Dataset entries
•••••
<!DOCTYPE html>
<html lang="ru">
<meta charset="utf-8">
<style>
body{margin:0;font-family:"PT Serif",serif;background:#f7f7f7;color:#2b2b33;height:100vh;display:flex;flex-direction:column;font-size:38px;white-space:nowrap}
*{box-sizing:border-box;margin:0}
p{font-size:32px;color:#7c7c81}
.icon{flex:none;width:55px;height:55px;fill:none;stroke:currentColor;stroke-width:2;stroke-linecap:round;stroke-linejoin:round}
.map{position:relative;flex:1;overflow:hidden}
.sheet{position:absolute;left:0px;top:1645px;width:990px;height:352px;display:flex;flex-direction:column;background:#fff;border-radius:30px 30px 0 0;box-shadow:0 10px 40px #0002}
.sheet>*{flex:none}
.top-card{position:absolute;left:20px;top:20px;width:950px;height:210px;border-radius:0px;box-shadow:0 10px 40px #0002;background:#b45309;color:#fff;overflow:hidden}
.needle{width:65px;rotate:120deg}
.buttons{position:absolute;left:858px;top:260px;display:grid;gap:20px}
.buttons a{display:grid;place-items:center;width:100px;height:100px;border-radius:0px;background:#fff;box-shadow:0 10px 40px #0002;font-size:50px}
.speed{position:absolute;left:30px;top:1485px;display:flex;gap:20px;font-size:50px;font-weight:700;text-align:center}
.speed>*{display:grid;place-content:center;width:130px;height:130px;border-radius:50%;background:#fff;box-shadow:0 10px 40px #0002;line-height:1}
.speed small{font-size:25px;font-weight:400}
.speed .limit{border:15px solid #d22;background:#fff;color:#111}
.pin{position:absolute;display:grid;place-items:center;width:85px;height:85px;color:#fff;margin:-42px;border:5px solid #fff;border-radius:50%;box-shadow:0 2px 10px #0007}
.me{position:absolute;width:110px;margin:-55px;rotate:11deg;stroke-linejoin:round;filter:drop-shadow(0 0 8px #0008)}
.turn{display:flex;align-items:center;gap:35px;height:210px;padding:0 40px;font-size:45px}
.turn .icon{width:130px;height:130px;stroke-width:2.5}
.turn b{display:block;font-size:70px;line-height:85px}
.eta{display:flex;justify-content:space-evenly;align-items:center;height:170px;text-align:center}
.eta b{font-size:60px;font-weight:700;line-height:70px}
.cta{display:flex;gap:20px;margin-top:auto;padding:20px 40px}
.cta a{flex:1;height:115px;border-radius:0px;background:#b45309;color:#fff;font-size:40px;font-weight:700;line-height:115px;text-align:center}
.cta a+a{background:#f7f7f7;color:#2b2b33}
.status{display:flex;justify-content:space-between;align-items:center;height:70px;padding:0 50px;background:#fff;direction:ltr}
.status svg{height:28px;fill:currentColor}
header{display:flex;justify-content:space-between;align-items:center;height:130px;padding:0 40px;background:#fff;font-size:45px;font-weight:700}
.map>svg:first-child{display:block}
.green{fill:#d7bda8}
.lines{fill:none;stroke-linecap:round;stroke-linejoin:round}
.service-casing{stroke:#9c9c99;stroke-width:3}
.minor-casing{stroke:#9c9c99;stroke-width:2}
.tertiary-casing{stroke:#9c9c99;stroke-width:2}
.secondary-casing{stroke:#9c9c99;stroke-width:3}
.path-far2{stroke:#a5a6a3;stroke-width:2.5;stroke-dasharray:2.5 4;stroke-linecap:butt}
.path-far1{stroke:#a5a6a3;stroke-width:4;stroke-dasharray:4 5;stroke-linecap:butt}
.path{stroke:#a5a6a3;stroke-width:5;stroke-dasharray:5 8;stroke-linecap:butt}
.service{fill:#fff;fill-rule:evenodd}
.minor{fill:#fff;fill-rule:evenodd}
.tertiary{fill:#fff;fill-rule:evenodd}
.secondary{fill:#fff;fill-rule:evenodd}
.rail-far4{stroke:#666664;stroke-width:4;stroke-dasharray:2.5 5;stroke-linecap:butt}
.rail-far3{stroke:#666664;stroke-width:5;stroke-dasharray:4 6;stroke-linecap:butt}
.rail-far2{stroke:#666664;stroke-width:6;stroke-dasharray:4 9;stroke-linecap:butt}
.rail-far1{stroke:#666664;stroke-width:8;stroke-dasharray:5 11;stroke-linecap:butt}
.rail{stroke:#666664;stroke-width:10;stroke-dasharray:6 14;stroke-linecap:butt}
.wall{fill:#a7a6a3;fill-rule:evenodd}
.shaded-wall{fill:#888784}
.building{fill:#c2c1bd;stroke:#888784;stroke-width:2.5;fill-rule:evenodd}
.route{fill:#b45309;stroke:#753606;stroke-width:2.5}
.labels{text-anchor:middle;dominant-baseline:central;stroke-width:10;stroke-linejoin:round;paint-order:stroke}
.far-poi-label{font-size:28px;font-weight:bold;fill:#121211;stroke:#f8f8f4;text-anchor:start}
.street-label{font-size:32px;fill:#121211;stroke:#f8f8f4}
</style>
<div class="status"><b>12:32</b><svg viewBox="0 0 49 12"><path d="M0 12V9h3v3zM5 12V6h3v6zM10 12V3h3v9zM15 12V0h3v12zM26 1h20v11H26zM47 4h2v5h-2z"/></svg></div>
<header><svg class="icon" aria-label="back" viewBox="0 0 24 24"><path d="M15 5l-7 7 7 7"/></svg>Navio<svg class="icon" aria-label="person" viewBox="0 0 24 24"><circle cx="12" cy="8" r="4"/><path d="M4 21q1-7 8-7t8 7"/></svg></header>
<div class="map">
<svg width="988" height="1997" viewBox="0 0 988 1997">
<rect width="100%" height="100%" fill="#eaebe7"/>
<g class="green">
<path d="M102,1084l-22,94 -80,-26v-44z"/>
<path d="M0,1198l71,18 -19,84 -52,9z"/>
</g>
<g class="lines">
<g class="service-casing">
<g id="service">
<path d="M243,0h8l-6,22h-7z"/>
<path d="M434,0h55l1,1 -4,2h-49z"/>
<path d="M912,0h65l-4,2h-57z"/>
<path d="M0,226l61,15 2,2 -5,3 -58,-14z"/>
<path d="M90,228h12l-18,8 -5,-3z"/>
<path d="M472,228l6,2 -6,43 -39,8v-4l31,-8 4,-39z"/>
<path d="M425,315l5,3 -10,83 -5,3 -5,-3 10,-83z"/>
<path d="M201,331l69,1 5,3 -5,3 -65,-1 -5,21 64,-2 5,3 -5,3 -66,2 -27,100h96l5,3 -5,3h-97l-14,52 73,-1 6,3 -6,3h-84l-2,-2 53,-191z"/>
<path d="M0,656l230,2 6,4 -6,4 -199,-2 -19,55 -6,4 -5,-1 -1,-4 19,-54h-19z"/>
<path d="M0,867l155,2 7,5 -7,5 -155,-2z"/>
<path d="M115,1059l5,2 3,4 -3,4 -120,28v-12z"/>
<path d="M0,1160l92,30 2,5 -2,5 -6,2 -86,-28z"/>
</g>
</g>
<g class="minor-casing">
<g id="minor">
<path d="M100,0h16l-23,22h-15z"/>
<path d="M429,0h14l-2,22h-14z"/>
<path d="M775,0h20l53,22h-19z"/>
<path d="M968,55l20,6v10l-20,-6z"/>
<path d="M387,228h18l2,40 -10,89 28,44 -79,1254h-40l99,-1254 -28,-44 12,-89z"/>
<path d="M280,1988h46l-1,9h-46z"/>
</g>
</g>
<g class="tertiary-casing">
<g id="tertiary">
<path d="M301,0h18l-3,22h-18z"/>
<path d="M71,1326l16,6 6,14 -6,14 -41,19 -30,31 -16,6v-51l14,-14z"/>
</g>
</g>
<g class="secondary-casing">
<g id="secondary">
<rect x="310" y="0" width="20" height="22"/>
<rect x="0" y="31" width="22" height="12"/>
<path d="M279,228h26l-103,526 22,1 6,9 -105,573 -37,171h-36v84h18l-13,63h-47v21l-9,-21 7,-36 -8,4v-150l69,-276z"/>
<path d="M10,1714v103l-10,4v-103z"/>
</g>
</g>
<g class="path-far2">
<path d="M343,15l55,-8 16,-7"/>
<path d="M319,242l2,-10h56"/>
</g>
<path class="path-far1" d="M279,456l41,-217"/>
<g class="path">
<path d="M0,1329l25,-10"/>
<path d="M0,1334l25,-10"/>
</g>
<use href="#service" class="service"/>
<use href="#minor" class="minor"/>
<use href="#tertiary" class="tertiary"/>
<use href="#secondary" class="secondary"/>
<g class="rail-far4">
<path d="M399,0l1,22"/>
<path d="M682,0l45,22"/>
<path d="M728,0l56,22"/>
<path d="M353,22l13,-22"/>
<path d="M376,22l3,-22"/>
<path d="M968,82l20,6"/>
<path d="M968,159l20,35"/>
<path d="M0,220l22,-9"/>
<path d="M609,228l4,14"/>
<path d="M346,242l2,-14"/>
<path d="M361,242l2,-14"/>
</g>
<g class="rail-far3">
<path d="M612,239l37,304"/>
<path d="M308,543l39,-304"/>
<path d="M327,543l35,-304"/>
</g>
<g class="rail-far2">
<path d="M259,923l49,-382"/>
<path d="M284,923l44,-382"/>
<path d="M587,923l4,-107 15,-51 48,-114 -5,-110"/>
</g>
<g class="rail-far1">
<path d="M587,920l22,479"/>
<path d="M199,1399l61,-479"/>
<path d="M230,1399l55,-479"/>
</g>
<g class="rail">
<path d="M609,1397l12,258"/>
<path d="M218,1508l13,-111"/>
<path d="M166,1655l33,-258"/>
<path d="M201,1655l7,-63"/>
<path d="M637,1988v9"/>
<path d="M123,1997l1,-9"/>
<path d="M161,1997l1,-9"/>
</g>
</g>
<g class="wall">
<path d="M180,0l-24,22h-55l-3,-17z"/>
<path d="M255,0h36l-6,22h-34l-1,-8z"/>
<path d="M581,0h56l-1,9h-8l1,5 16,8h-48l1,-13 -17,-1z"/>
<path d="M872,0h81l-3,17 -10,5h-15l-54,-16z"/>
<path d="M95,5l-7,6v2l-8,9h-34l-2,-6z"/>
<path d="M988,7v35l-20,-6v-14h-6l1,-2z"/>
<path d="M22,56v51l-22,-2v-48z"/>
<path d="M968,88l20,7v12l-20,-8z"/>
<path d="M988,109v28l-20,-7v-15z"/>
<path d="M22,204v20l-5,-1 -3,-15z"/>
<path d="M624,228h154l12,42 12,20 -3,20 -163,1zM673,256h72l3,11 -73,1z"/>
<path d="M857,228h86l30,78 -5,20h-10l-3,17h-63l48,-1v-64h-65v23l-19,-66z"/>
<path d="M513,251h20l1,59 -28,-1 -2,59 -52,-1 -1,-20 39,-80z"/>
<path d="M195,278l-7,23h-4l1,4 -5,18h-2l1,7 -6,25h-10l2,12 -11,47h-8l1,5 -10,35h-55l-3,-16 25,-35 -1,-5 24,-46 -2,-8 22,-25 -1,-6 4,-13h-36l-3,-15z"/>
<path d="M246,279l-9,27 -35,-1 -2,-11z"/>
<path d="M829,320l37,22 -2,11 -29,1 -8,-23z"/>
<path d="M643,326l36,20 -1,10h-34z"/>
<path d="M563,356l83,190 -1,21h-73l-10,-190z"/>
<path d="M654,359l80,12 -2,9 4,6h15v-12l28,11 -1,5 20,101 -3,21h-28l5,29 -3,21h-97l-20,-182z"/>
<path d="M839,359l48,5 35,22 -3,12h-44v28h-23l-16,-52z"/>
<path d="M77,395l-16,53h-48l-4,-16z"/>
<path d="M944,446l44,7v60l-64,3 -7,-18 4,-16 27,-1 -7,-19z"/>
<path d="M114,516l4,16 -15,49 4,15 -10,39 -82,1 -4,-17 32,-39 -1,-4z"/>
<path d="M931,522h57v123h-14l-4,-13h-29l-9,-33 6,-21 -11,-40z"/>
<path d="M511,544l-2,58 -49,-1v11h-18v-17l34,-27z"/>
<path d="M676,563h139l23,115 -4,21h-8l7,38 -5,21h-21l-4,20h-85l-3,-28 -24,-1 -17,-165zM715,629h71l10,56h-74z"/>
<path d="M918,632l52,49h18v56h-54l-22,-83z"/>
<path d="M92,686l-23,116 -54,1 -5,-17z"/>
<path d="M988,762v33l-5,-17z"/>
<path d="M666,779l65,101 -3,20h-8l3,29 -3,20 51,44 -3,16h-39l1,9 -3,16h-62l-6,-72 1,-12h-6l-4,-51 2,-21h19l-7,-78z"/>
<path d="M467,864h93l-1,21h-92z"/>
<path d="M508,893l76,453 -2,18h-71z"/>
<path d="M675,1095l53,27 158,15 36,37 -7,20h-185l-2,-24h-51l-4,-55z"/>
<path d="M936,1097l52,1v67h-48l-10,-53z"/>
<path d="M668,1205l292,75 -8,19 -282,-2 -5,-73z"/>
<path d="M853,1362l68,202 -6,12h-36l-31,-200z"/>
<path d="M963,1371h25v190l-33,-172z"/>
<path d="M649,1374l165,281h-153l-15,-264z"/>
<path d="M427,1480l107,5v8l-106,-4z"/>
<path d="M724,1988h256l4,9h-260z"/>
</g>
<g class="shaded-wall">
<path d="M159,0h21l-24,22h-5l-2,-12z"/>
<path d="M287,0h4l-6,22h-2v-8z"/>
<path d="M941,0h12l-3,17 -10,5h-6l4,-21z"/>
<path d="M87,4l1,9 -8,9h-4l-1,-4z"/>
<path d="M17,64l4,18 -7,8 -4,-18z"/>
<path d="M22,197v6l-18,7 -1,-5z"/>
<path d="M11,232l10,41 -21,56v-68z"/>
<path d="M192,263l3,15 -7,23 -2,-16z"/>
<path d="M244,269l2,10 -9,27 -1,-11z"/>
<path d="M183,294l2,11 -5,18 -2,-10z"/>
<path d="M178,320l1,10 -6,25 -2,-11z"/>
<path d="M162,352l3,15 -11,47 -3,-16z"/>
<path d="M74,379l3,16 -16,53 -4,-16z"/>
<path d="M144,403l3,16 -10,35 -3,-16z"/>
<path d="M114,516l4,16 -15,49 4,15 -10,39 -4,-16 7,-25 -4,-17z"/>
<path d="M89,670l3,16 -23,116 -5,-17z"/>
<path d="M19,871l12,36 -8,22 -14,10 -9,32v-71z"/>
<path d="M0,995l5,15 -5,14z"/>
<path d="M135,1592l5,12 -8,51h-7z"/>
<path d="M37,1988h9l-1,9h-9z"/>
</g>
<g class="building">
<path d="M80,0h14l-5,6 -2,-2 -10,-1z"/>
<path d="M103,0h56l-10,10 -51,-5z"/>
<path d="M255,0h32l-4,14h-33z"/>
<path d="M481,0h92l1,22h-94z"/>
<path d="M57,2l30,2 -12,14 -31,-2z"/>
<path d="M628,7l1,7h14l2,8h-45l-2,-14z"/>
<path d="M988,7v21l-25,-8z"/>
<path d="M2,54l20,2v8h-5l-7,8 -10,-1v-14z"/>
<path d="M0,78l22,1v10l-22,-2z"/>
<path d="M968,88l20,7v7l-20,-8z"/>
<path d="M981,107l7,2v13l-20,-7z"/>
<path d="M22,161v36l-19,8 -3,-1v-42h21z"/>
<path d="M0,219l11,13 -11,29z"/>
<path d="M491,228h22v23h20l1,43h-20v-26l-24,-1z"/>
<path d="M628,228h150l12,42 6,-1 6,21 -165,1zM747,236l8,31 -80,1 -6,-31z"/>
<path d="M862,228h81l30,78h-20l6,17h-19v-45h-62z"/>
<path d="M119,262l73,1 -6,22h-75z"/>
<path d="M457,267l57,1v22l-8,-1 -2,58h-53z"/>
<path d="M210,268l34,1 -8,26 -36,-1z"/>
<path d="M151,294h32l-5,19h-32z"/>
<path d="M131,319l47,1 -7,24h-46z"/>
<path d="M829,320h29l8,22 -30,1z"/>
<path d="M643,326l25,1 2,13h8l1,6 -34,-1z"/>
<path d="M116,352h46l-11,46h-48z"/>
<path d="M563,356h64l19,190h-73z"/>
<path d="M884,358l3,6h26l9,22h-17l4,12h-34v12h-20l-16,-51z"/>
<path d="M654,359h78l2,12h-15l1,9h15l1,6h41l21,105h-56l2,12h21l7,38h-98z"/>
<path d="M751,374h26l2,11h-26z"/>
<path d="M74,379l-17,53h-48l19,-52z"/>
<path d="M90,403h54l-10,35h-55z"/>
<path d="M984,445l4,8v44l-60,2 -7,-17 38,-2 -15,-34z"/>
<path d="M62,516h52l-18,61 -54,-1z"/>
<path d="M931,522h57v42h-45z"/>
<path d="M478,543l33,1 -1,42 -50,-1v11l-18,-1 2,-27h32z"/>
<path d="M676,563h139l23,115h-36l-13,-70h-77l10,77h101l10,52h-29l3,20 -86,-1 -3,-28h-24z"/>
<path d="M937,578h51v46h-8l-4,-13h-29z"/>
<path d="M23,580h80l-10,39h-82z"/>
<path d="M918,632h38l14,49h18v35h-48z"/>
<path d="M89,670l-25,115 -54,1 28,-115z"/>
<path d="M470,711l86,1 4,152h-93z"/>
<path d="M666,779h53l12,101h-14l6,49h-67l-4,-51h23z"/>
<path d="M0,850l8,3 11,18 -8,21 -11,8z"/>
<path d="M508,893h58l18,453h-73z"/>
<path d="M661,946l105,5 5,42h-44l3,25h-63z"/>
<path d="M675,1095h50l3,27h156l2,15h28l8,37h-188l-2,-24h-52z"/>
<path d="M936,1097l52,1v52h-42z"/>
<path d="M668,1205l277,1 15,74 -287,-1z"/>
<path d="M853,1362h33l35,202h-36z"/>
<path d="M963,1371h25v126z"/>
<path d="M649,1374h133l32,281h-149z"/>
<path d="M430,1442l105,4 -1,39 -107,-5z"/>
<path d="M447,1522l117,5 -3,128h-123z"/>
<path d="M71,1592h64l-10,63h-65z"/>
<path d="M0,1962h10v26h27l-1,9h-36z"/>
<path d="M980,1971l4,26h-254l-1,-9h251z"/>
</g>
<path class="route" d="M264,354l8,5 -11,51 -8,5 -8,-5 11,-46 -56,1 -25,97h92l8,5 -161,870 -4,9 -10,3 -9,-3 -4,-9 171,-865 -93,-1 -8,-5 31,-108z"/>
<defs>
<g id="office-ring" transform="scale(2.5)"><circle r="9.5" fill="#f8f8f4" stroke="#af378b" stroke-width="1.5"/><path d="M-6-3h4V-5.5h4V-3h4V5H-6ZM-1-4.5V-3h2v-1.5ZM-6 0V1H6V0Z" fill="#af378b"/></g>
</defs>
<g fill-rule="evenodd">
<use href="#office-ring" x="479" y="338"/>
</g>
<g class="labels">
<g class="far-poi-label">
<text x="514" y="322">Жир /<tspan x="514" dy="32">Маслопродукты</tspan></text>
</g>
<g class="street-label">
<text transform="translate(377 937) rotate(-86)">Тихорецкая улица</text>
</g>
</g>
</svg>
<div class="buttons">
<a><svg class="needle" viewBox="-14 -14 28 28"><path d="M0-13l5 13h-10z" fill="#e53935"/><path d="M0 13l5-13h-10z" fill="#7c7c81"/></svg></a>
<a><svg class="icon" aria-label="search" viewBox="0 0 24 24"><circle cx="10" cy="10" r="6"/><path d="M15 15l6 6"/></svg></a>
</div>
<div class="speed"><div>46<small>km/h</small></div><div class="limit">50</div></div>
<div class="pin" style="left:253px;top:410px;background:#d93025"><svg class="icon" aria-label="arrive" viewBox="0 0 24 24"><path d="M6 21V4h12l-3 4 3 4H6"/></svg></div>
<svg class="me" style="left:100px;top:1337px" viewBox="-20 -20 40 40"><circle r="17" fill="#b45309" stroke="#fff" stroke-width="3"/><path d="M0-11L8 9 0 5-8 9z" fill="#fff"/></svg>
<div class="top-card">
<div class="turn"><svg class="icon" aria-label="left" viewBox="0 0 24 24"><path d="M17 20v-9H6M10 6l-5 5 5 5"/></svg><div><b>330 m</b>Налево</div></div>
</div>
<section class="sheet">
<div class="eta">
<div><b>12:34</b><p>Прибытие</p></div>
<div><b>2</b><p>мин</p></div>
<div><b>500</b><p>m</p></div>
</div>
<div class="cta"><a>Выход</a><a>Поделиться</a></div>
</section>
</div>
•••••
The task:
What is needed is the number of lines in the data that hold the word "position", and nothing more.

Written response:
7